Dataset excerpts
++++++++++++++++++++

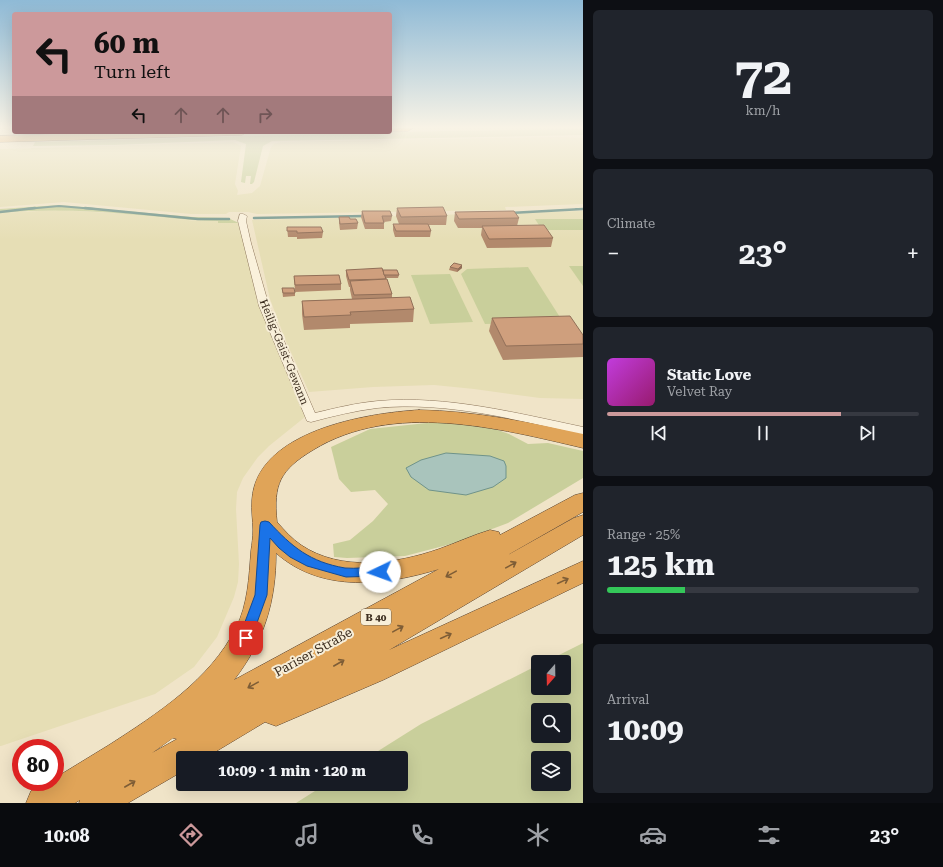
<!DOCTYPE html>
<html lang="en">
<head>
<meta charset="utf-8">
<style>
	body { margin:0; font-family:"Roboto Serif",serif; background:#20242c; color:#f1f3f6; height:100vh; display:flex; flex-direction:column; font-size:15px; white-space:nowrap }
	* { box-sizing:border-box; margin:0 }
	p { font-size:13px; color:#9ea1a6 }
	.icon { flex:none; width:22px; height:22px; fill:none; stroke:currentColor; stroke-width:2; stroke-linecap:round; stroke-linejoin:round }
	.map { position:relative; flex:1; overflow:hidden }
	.drawer { display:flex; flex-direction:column; gap:10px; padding:10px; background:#0d0f14; width:360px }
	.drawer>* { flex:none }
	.banner { position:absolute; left:12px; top:12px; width:380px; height:122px; border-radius:4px; box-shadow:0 4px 16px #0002; background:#cc999b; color:#111; overflow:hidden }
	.needle { width:26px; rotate:200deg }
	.tools { position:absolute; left:531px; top:655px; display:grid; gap:8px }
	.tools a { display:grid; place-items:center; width:40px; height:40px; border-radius:4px; background:#171b24; box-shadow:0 4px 16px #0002; font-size:20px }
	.speed { position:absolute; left:12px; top:739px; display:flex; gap:8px; font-size:20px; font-weight:700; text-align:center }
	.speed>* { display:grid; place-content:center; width:52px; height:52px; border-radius:50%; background:#171b24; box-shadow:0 4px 16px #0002; line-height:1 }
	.speed .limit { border:6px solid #d22; background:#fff; color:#111 }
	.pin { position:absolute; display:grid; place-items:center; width:34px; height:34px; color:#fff; margin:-17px; border-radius:8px; box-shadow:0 2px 6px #0006 }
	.me { position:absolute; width:44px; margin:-22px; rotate:267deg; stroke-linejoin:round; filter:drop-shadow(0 0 3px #0008) }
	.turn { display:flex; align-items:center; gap:14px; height:84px; padding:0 16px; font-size:18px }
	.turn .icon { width:52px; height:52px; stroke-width:2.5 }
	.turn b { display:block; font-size:28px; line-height:34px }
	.lanes { display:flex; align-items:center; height:38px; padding:0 16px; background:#0003; justify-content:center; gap:20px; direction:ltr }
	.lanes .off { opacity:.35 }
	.big { font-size:30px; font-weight:700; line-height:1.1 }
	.drawer .tile { flex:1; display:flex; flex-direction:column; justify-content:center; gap:6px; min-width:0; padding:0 14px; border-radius:6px; background:#20242c }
	.drawer .dial { align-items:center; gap:0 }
	.dial b { font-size:52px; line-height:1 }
	.song { display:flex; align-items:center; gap:12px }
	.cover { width:48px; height:48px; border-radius:6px; background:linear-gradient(135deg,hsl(290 70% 55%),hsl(320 70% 35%)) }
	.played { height:4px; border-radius:2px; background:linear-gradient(90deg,#cc999b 75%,#363941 75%) }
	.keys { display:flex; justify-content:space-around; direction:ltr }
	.heat { display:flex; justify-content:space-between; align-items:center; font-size:22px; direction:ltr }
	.charge { height:6px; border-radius:3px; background:linear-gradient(90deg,#34c759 25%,#363941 0) }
	.trip { position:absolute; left:176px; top:751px; width:232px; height:40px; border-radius:4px; background:#171b24; box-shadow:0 4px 16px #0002; font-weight:700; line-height:40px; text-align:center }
	.tabs { display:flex; height:64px; justify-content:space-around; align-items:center; background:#090b0e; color:#9ea1a6 }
	.tabs .icon { width:28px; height:28px }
	.tabs .current { color:#cc999b }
	.tabs b { font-size:18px; color:#f1f3f6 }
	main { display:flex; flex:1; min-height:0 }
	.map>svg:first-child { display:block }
	.farmland { fill:#e6deb5 }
	.green { fill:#c9cf9b; fill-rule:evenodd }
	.water { fill:#a9c4bc; stroke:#6f938a }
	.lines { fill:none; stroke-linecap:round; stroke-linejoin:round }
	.stream-far1 { stroke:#6f938a; stroke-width:2 }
	.stream { stroke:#6f938a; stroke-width:2.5 }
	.street-casing { stroke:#8d765c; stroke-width:1 }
	.highway-casing { stroke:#5b4430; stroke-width:1 }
	.street { fill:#faf1dc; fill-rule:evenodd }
	.highway { fill:#e0a458; fill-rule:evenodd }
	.wall { fill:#b2896c }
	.shaded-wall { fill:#916f58 }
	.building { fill:#cf9f7d; stroke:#916f58 }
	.oneway { stroke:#7e5d36 }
	.route { fill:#1a73e8; stroke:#114b97 }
	.labels { text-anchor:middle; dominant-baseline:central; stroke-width:4; stroke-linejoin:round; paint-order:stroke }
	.shield { fill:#f7eed8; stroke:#756857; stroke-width:1 }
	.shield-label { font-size:10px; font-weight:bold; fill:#3d2e20 }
	.street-label { font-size:11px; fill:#3d2e20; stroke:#f7eed8 }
	.near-street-label { font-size:13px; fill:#3d2e20; stroke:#f7eed8 }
</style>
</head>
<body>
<main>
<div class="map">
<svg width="583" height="803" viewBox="0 0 583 803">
	<rect width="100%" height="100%" fill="#f0e4c8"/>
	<!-- farmland -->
	<g class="farmland">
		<path d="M558 137 583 138V204L505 207 506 210 257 214 248 212H229L226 214H191L64 202 0 207V149L233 142 241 146 235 184 238 191 237 195 252 193 260 186 271 147 274 144 281 142Z"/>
		<path d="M59 210 127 214 197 221H218V223H239L259 306 305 417 269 446 258 457 243 478 237 492 236 509 239 564 238 582 234 597 217 637 194 667 155 694 1 746H0V213Z"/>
		<path d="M583 211V399L540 398 474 389 434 385 373 387 309 392 285 339 270 299 252 220Z"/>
	</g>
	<!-- green -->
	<g class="green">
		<path d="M583 129V135L272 141 263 146 254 182 252 184H250L251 176H246L245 183 241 182 246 144 235 140 115 145 33 146 35 142 443 131Z"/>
		<path d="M59 205 193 217 228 218 239 223H218V221C187 221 157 216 126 214 84 210 42 209 0 213V209Z"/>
		<path d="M535 219H583V230H542Z"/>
		<path d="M569 266H583V286Z"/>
		<path d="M528 267 563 322 485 324 461 274 467 269Z"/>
		<path d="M450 274 473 322 430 324 411 275Z"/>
		<path d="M436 422 484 425 509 434 528 444 548 443 583 451V478L508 523 455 543 405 556 347 558 334 557 333 544 350 540 373 521 388 504 375 490 351 492 339 479 331 447 370 429Z"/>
		<path d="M583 643V803H296L326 784H401V758H367L421 724 538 665V688H564V662H545ZM538 710H564V736H538ZM538 758H564V784H538Z"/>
	</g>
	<!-- water -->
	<path class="water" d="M446 453 490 456 504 461 506 466V478L493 487 466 495 429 490 411 477 406 468 421 460Z"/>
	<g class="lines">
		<!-- stream-far1 -->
		<g class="stream-far1">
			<path d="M26 209 59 206 95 209"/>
			<path d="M576 209H583"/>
		</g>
		<!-- stream -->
		<g class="stream">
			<path d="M85 208 198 219H229"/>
			<path d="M0 212 35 208"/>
			<path d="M510 213 583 209"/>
			<path d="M254 218 365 216"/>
		</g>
		<!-- street casing -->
		<g class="street-casing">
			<path id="street" d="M240 214H243L247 216 246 221 251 243 269 306 315 413C336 408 356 403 378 401 446 395 516 413 583 427V435C517 420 446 401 377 408 354 411 333 416 311 422L307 421 259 306 238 221Z"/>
		</g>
		<!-- highway casing -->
		<g class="highway-casing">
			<g id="highway">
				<path d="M390 128H413L408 131H390Z"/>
				<path d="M128 132H247L242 135 0 142V136Z"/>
				<path d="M419 410C475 411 528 422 583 434V448C498 428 393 401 313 450 280 470 273 484 277 522 284 530 292 539 301 545 341 572 396 564 439 549 456 543 473 535 490 530L499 532 500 535 575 495 583 493V512L506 556 574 518 583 515V535L389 650 583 561V583L383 680 276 726 265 722 205 758H183V771L128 803H79L80 800 75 803H26L31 791 47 782H55V778C73 767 91 756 109 745 157 714 210 680 236 628 248 604 249 577 251 551 252 544 253 537 253 530 253 520 251 510 252 500 256 431 367 413 419 410ZM276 553C322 594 387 585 439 569L234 680C264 641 276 602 276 553ZM173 738 177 739 152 753Z"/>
			</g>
		</g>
		<!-- street -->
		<use href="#street" class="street"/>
		<!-- highway -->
		<use href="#highway" class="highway"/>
	</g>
	<!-- wall -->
	<g class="wall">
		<path d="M397 208 447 216 446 225H429L431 231 430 237H395L393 230V224H399L396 216Z"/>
		<path d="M362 211 392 216 391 221 384 222V229H365L361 217Z"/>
		<path d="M455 212 519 218 517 226 553 238 551 247 487 248 481 235 482 228H458L454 221Z"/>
		<path d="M339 217 350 219 358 223 357 229 340 230 339 223Z"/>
		<path d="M287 227 323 232 322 238 297 239V237H288Z"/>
		<path d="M450 267 462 268 457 272 449 270Z"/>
		<path d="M346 270H383L399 275 398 278H385L386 279 392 294V298L414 309 413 322 350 324V328L304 330 302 314V301L352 299 350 290V287H349L346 276Z"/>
		<path d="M294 276 341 284V290L295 292Z"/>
		<path d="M282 288 295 293V296L283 297Z"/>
		<path d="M492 318 583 335V357L503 360 489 331Z"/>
	</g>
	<!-- shaded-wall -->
	<path class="shaded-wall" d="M462 265V268L457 272 458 269Z"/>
	<!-- building -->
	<g class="building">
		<path d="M443 207 447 216 401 217 397 208Z"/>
		<path d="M362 211H390L392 216H382L384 223H365Z"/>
		<path d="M514 211 519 218 459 219 455 212Z"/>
		<path d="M339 217H349L350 219H356L358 223 340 224Z"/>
		<path d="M393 224H428L431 231H396Z"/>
		<path d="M544 225 553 238 489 239 482 226Z"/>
		<path d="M287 227H321L323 232 297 233V231H287Z"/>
		<path d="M454 263 462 265 458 269 450 267Z"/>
		<path d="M382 268 386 279 349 280 346 270Z"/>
		<path d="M383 270H397L399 275H384Z"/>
		<path d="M339 275 341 284 295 285 294 276Z"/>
		<path d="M387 279 392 294 354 295 350 281Z"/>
		<path d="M282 288H294L295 293H283Z"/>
		<path d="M410 297 414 309 350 312 351 315 304 317 302 301Z"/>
		<path d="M570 316 583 335V344L506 346 492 318Z"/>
	</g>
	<!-- one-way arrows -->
	<defs><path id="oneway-shaft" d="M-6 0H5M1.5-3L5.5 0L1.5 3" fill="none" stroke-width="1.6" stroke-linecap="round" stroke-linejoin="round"/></defs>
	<g class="oneway">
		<use href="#oneway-shaft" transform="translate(511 565) rotate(-29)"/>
		<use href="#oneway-shaft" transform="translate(451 574) rotate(151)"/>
		<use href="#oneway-shaft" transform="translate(563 581) rotate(-25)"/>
		<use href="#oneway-shaft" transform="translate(398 629) rotate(-29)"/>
		<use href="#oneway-shaft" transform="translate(446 636) rotate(-25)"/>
		<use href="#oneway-shaft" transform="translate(339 663) rotate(-30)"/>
		<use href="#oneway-shaft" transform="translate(253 685) rotate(151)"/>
		<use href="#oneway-shaft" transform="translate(130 784) rotate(-30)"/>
	</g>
	<!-- sky -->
	<linearGradient id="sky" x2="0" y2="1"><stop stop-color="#8fbad6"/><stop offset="0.53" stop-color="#f8f3e6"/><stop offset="1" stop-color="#f8f3e6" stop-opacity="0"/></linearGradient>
	<rect width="583" height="240" fill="url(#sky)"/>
	<!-- route -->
	<path class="route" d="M265 521 269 522C292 547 310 562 345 568 356 569 369 567 380 567L384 569 386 572 384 575 380 576 346 577 307 566 290 557 279 548 270 538 267 595 250 642 246 643 241 642 239 638 255 595 260 525 261 522Z"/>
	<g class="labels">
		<!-- shield labels -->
		<rect class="shield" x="361" y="609" width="30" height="16" rx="3"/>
		<g class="shield-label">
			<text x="376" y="617">B 40</text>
		</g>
		<!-- street labels -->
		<g class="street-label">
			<text transform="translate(284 352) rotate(68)">Heilig-Geist-Gewann</text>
		</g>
		<!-- near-street labels -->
		<g class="near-street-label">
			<text transform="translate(313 652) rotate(-29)">Pariser Straße</text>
		</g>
	</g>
</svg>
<div class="tools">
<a><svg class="needle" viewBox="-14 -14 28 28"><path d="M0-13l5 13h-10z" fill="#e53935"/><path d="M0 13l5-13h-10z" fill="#9ea1a6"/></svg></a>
<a><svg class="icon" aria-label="search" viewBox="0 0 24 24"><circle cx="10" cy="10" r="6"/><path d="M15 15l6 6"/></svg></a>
<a><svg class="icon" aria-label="layers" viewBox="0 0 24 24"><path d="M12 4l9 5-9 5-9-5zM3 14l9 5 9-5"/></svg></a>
</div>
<div class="speed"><div class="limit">80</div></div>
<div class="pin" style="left:246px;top:638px;background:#d93025"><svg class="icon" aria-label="arrive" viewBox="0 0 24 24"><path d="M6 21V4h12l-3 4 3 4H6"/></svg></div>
<svg class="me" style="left:380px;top:572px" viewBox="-20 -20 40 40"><circle r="19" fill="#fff"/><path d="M0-13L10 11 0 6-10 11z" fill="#1a73e8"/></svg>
<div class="trip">10:09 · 1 min · 120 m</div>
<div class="banner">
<div class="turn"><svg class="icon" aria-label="left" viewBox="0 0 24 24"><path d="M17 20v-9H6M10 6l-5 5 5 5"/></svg><div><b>60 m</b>Turn left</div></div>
<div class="lanes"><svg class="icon" aria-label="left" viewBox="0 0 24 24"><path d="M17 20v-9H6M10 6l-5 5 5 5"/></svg><svg class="icon off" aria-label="ahead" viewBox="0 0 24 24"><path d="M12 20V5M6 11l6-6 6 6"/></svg><svg class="icon off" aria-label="ahead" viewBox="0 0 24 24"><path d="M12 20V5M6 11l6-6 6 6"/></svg><svg class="icon off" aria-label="right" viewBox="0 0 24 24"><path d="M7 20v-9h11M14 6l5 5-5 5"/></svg></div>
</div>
</div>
<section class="drawer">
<div class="tile dial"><b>72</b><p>km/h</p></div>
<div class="tile"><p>Climate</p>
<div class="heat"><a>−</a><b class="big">23°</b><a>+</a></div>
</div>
<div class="tile">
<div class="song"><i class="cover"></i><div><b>Static Love</b><p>Velvet Ray</p></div></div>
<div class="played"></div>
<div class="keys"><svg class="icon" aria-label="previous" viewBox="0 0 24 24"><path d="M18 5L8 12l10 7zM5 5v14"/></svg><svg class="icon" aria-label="pause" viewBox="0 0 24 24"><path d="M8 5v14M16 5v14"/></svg><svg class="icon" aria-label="next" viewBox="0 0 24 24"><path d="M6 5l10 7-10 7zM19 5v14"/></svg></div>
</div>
<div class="tile"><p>Range · 25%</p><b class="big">125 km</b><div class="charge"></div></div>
<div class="tile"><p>Arrival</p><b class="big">10:09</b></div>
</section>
</main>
<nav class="tabs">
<b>10:08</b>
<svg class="icon current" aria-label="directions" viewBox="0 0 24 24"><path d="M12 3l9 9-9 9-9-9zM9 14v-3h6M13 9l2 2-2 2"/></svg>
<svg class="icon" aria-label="music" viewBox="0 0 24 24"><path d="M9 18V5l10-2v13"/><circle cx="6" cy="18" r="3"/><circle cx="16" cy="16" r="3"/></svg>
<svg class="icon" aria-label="phone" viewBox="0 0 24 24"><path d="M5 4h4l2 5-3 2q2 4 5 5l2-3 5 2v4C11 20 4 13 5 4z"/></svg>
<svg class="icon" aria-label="climate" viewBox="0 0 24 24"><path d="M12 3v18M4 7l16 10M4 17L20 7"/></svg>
<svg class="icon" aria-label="car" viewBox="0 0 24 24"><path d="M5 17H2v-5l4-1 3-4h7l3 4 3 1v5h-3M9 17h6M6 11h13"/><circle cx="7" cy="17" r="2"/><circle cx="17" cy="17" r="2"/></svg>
<svg class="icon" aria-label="filters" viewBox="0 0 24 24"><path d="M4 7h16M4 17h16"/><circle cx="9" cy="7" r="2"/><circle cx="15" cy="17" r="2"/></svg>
<b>23°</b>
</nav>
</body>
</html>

++++++++++++++++++++

• _WORK INSTRUCTIONS_
Take the line above containing "border:6px solid #d22;", the line containing "position:absolute; width:44px; margin:-22px;", and all lines in between, and copy them exactly without anything else.

• _ANSWER SPACE_
	.speed .limit { border:6px solid #d22; background:#fff; color:#111 }
	.pin { position:absolute; display:grid; place-items:center; width:34px; height:34px; color:#fff; margin:-17px; border-radius:8px; box-shadow:0 2px 6px #0006 }
	.me { position:absolute; width:44px; margin:-22px; rotate:267deg; stroke-linejoin:round; filter:drop-shadow(0 0 3px #0008) }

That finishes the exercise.